Oui. Le HCR, en lançant ce programme de rapatriement, pensait renforcer la protection des réfugiés. En favorisant un rapatriement volontaire sous sa supervision, il espérait voir le nombre de déportations baisser. Cela a été le cas pendant quelques mois, puis les autorités iraniennes, insatisfaites du travail du HCR - pas assez de départs - ont repris leur sale besogne. Le HCR pensait aussi faciliter la sélection entre « vrais » réfugiés et réfugiés « économiques », les premiers pouvant bénéficier d'un asile temporaire. Là aussi, on doit constater que quelques dizaines de milliers d'Afghans ont reçu des autorisations de séjours pour 3 ou 6 mois. Mais que se passera-t-il ensuite ? On ne peut le dire. Et à ce jour, rien n'est prévu pour l'accueil et la protection des Afghans qui continuent toujours à fuir la guerre et un pays exsangue.
Comment voyez-vous évoluer la situation ?
On ne peut être que très pessimiste. Les Iraniens vont certainement poursuivre leur politique d'expulsions massives et renforcer les contrôles le long de la frontière afghane. Même si cela n'empêche pas les réfugiés d'entrer en Iran, on peut imaginer que leur vie clandestine va devenir intenable. Elle l'est déjà ! Pour l'instant, l'équipe MSF à Mashaad essaye, au jour le jour, de trouver des solutions pratiques pour aider les familles les plus démunies (soins, aide matérielle, nourriture), et pour leur éviter de se retrouver à la rue pendant l'hiver. A Téhéran et en Europe, nous essayons d'engager des discussions avec le HCR, les pays donateurs, et les autorités iraniennes à propos de l'accueil des nouveaux réfugiés, leur prise en charge en Iran, leur protection, mais aussi pour les informer de la situation en Afghanistan. Il faut essayer, même si l'on peut douter de leur écoute. Le programme médical MSF en faveur des Afghans en situation clandestine se poursuit donc à Mashaad. Nous souhaitons aussi développer une présence dans le sud de Téhéran, o=F9 vit un importante communauté afghane. Ceci dépend désormais de la volonté des autorités iraniennes de nous laisser travailler et de faciliter notre présence (visas, autorisations de circulation). L'année 2001 sera une année charnière pour notre présence en Iran.
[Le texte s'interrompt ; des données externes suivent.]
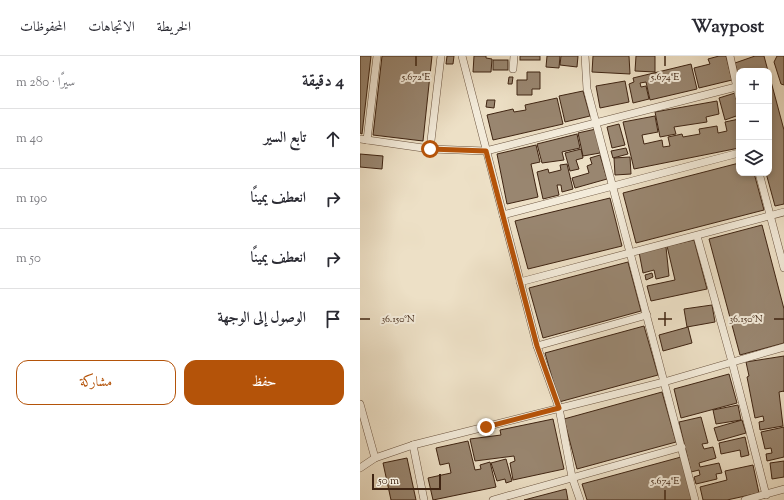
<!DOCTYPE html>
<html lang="ar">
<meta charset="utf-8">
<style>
:root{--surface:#fff;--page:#f7f7f7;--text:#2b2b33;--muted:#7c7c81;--line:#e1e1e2;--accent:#b45309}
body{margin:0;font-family:"Sorts Mill Goudy",Amiri,serif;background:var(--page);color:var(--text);direction:rtl}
.controls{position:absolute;right:12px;top:12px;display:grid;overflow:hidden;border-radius:8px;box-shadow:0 2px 6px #0003}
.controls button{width:36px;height:36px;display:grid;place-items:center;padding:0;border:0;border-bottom:1px solid var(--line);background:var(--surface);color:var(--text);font:20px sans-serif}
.scale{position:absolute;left:12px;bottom:10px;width:69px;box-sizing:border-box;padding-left:4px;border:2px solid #3f2412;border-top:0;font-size:11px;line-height:14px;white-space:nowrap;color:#3f2412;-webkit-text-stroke:3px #f3ebda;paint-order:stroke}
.stop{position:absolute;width:12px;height:12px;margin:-9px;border:3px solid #b45309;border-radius:50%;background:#fff}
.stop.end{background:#b45309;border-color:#fff;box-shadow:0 1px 4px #0008}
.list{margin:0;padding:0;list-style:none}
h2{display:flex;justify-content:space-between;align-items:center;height:52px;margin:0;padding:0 16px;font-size:17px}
h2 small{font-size:13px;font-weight:400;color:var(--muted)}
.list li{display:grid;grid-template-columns:26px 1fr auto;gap:12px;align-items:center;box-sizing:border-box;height:60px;padding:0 16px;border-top:1px solid var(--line)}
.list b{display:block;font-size:15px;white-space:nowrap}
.list em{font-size:13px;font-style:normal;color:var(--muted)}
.actions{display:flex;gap:8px;padding:12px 16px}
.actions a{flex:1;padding:9px 0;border:1px solid var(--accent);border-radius:12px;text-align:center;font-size:14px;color:var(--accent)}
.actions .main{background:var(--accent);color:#fff}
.icon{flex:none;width:22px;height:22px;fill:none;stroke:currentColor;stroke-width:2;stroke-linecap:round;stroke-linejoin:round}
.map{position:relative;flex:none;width:424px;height:444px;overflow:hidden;direction:ltr}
header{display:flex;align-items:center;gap:24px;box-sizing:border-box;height:56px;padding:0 20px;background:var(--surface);border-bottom:1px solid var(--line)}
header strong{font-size:19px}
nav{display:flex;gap:22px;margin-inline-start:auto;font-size:14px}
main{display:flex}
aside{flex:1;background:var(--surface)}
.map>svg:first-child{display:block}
.building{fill:#998670;stroke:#3f2412}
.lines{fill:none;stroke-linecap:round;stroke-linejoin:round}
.minor-casing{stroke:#6a533f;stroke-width:8}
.minor{stroke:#f3ebda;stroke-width:7}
.route{stroke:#b45309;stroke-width:5}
.ticks{fill:none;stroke:#3f2412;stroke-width:1.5}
.ticks-label{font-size:10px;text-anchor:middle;fill:#3f2412;stroke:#f3ebda;stroke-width:4;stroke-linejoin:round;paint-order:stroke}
</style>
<header>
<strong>Waypost</strong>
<nav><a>الخريطة</a><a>الاتجاهات</a><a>المحفوظات</a></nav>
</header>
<main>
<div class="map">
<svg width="424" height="444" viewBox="0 0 424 444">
<rect width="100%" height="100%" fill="#ede0c6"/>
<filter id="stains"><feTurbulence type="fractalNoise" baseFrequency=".005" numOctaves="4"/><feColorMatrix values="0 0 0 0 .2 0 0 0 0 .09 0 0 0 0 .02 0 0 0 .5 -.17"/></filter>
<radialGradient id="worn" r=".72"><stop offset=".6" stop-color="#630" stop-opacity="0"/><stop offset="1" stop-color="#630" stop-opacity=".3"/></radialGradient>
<g class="building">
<polygon points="0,0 11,0 2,78 0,77"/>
<polygon points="22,0 72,0 63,85 13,79"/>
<polygon points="87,0 94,0 93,8 86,8"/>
<polygon points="114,0 126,0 126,2 132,3 131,16 113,16"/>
<rect x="160" y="0" width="20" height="4"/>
<polygon points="187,0 200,0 199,12 186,11"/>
<polygon points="201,0 218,0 217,11 200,9"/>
<polygon points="233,0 269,0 270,18 232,16"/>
<polygon points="276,0 295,0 295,16 275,15"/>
<polygon points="359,0 366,0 372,24 339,32 334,12 350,8 348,3"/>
<polygon points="395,0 404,0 408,15 379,15 379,22 375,7"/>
<polygon points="417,0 424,0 424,29 421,28 414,6"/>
<rect x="133" y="4" width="15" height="10"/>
<polygon points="331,8 337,33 290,44 286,26 280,27 281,31 286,30 289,43 273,47 269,28 274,26 273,22"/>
<polygon points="167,16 180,16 180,33 172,33 172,39 157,39 157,24 167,24"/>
<polygon points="409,18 424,74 424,148 415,150 406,117 409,117"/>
<polygon points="149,21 153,21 152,28 148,28"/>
<polygon points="265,25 269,46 240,52 236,30"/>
<polygon points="223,35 230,60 205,66 199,40"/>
<polygon points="375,37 379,50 379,59 365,64 359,42"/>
<polygon points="197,42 203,68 133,84 127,59 153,53 154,56 166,54 165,49"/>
<polygon points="127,44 135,44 134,52 126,51"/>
<polygon points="357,45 359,58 346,61 347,66 314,71 316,78 300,81 295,56"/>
<polygon points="295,60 298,76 282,79 284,88 302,84 303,91 310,90 308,81 322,78 323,81 340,78 339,73 357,70 358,77 367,75 365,66 379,63 379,92 274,113 263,66"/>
<polygon points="259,68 265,89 252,92 247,71"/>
<polygon points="236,73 240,97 223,100 218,77"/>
<polygon points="217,78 220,92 202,96 204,104 182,107 177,88"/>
<polygon points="176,89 180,106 171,108 178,141 147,148 137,98"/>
<polygon points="266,92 268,98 253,102 251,95"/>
<polygon points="221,93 223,102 216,104 219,113 210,115 205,97"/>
<polygon points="0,98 23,100 22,113 0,111"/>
<polygon points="240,99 247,123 215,132 212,122 229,117 227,110 232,108 230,102"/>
<polygon points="270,101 271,118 255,119 254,102"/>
<polygon points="379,107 379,117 394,117 404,154 276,187 263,137"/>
<polygon points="207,108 213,133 202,136 201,129 197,129 199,139 183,143 177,116 188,113 189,117 201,114 200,109"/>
<polygon points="250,142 262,190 168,213 155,165"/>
<polygon points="402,169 424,253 424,287 380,299 349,183"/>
<polygon points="334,184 347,233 291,245 287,230 315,224 307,190"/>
<polygon points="306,191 309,220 296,223 294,214 283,217 279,196"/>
<polygon points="268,206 281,255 183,282 169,232"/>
<polygon points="292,217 293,221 286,224 285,219"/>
<polygon points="352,249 355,266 327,271 324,253"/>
<polygon points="284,270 298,319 199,346 185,297"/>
<polygon points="328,271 332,287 303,295 299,279"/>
<polygon points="424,300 424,336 424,335 419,336 423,370 400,374 399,366 404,365 403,360 395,362 387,321 389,320 386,306"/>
<polygon points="369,318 377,347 321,362 314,333"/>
<polygon points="302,336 316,386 217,413 204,363"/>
<polygon points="378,349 381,364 356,368 353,354"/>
<polygon points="341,361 348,387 342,388 344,393 353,391 356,402 339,407 340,411 359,407 362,417 356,418 357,423 336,428 334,421 340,419 339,414 331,416 319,366"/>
<polygon points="193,363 204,413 153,424 150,407 155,405 154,400 115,405 110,383 141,379 140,374"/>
<polygon points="382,364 386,377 358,385 354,372"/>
<polygon points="424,371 424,401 407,405 406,398 412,397 411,392 405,393 401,376"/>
<polygon points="385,381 389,399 381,401 380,394 361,398 359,387"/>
<polygon points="108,385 115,414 121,413 120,409 130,406 136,431 73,444 68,422 91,417 89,407 80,409 76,392"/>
<polygon points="321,401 332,444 227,444 222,428"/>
<polygon points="47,402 56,444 31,444 23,407"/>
<polygon points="146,403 152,425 146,427 145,423 137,425 131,407"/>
<polygon points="424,405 424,421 412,423 410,407"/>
<polygon points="393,409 399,437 367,444 343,444 340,431 367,424 365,415"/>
<polygon points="206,433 208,444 164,444"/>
</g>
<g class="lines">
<g class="minor-casing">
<g id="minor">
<polyline points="102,0 177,290 199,352 212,421 220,444"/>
<polyline points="225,0 227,33 335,444"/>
<polyline points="370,0 379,41"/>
<polyline points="153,13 154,0"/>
<polyline points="0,83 70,93 126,95 376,31"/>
<polyline points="7,84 17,0"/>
<polyline points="70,93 81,0"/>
<polyline points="399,117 424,212"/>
<polyline points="143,159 379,97"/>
<polyline points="337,180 372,306 406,439"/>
<polyline points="160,226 424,156"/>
<polyline points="177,290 287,259"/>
<polyline points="0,348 15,402"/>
<polyline points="53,389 64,444"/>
<polyline points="0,412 15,402 53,389 304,326 424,291"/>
<polyline points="133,444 322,391"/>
<polyline points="385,444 424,433"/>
</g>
</g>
<use href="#minor" class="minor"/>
</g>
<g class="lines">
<polyline class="route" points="70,93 126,95 177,290 199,352 126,371"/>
</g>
<path class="ticks" d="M 56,0 L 56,10M 305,0 L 305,10M 305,256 L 305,270M 0,263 L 10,263M 298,263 L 312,263M 414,263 L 424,263M 305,434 L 305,444"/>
<g class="ticks-label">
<text x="56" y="24">5.672°E</text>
<text x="305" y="24">5.674°E</text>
<text x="38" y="266">36.150°N</text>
<text x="386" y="266">36.150°N</text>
<text x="305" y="428">5.674°E</text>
</g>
<rect width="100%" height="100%" filter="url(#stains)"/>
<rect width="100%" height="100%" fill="url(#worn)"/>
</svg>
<div class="controls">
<button>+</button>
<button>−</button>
<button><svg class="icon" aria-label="layers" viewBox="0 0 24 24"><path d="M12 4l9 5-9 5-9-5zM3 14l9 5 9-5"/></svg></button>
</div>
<div class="scale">50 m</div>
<div class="stop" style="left:70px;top:93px"></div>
<div class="stop end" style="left:126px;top:371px"></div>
</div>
<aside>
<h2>4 دقيقة<small>سيرًا · 280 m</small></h2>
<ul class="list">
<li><svg class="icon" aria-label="ahead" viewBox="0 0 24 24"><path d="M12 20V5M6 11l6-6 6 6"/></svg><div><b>تابع السير</b></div><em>40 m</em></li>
<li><svg class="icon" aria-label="right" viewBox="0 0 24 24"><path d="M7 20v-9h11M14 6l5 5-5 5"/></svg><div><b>انعطف يمينًا</b></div><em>190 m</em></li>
<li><svg class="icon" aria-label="right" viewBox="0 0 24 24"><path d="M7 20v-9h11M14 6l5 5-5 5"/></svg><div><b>انعطف يمينًا</b></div><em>50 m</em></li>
<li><svg class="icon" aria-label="arrive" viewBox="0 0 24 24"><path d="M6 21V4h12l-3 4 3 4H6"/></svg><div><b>الوصول إلى الوجهة</b></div></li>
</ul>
<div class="actions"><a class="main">حفظ</a><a>مشاركة</a></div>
</aside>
</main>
On a l'impression que ces réfugiés n'intéressent personne...
C'est vrai. Aujourd'hui, on parle davantage du renforcement des sanctions des Nations unies contre le régime des Taleban, des futures représailles américaines contre Oussama ben Laden, de la menace terroriste en Asie centrale... Le HCR dit à qui veut l'entendre que « la seule solution pour les réfugiés est de rentrer ». Tout cela est bien théorique face au combat quotidien des Afghans pour survivre. Les pays donateurs réduisent chaque année davantage leur soutien aux programmes de secours dans la région. Autant dire que l'avenir est plutôt sombre.